The diagnostic evaluation revealed that PCR had higher sensitivity (44.3%) compared to histopathology (8.2%), while HPE retained a specificity of 100%. These results are consistent with a study by Moussa et al. (2000), which reported the superiority of PCR in detecting Mycobacterium tuberculosis DNA in endometrial samples, particularly in paucibacillary specimens [6]. Although histopathology remains the gold standard owing to its high specificity, its diagnostic utility diminishes in cases lacking visible granulomas, particularly during the early proliferative phase or endometrial shedding stages of the menstrual cycle
Furthermore, the presence of genital TB in 12% of extragenital TB cases underscores the need for routine gynecological evaluation in women presenting with EPTB. Previous studies by Varma (1991) and Namavar Jahromi et al. (2001) also reported similar prevalence rates and highlighted the silent nature of the disease, often detected only during infertility workups [12,13].

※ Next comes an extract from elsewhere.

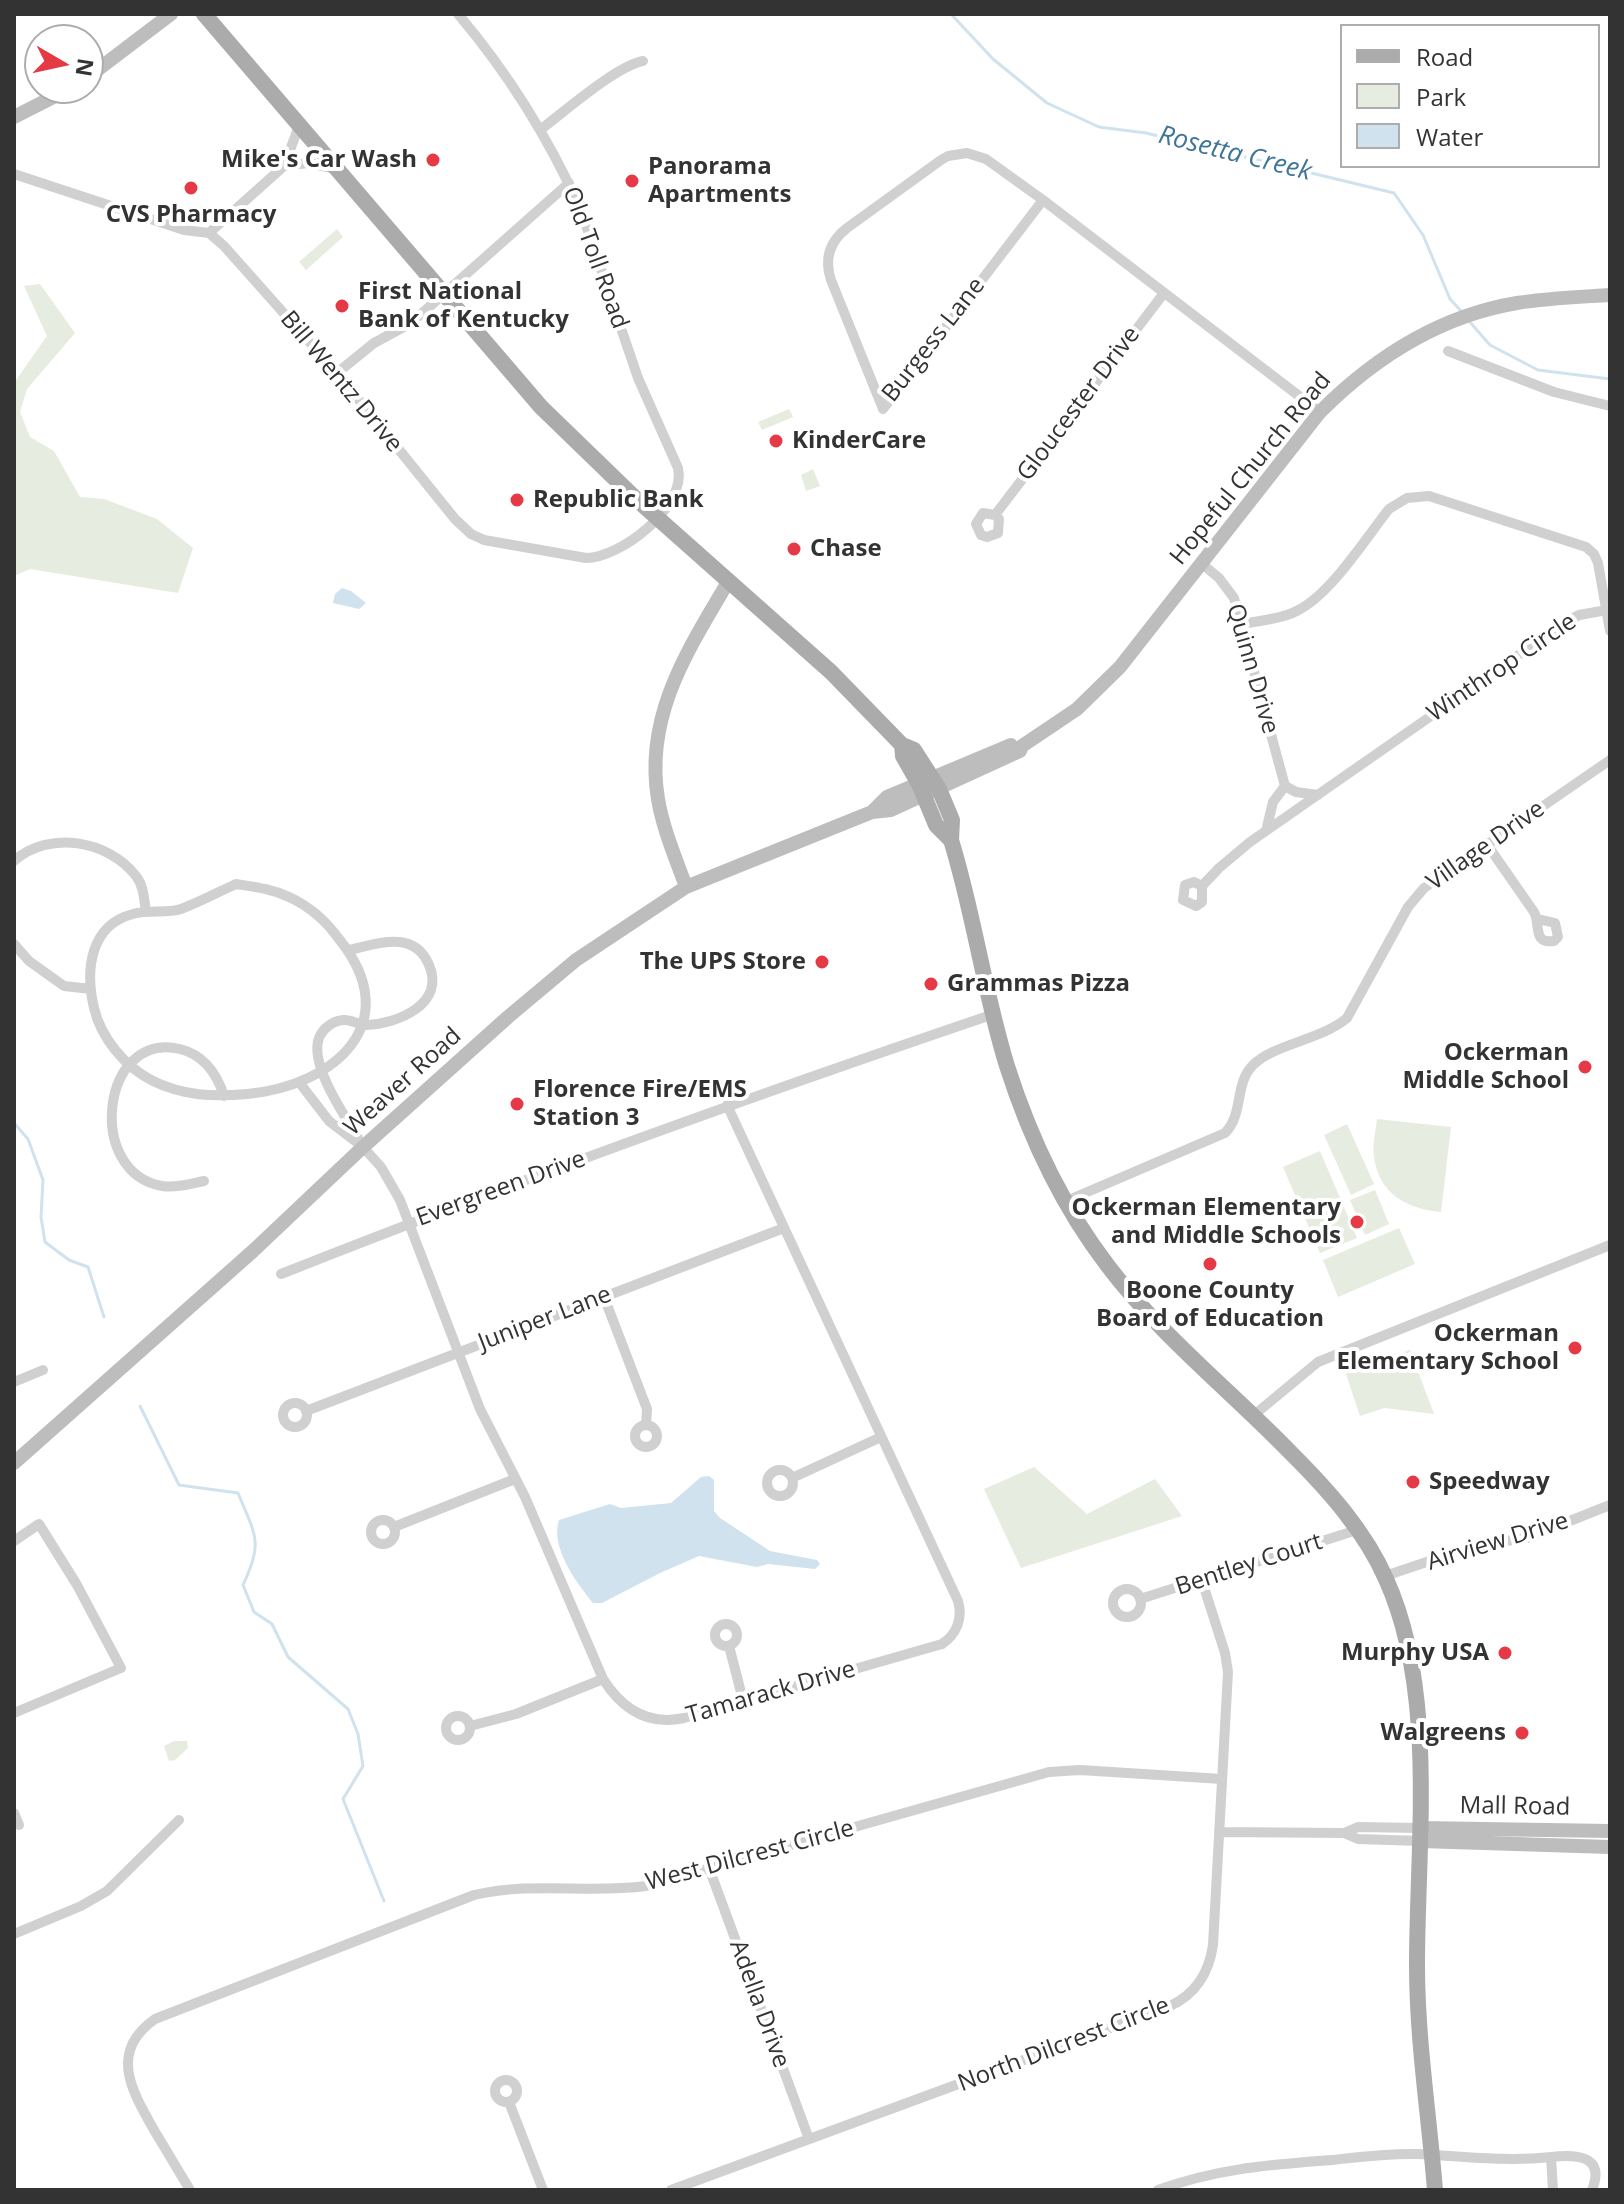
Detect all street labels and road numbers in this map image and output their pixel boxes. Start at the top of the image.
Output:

Despite technological advancements, a significant number of genital TB cases continue to be missed due to the lack of clinical suspicion, limited availability of molecular diagnostics in peripheral centres, and the asymptomatic nature of the disease in its early stages [14-17]. This highlights the importance of including CBNAAT or PCR in diagnostic algorithms, particularly in endemic regions, as recommended by the WHO
Limitations
This study, while informative, has several limitations. Firstly, it was conducted at a single-center tertiary care institution, which may limit the generalizability of the findings to broader populations. Secondly, the relatively small sample size may not capture the full spectrum of demographic and clinical variations in extragenital tuberculosis. Thirdly, the study did not assess follow-up outcomes such as fertility restoration or treatment success rates, which are essential for understanding long-term implications. Additionally, the diagnostic methods were limited to histopathology and PCR; more advanced molecular techniques such as GeneXpert Ultra or culture-based assays were not utilized due to resource constraints.
Recommendations
This study highlights that genital tract involvement is a significant, yet frequently overlooked, manifestation among women with extragenital tuberculosis. A prevalence of 12% was observed, with the majority of patients falling in the reproductive age group and coming from socioeconomically disadvantaged backgrounds. PCR demonstrated superior sensitivity compared to histopathology, making it a valuable diagnostic tool for early detection in paucibacillary conditions. Integration of molecular techniques into routine screening, especially in TB-endemic regions, is essential for timely intervention, prevention of long-term reproductive morbidity, and achieving national TB elimination targets.
Conflict of Interest
The authors declare that there is no conflict of interest related to this study.]
Funding Sources
No external funding was received for the conduct of this research. All resources and laboratory investigations were supported by the respective departments of the Government Maternity Hospital and Government Chest and TB Hospital, Hanamkonda.
Acknowledgements
The authors express their sincere gratitude to Dr. Sarladevi Madam, Professor and Head of the Department of Obstetrics and Gynaecology, Government Maternity Hospital, Hanamkonda, for her invaluable guidance, continuous support, and encouragement throughout the course of this study. We also thank all the patients who participated and the technical staff for their cooperation during data and sample collection.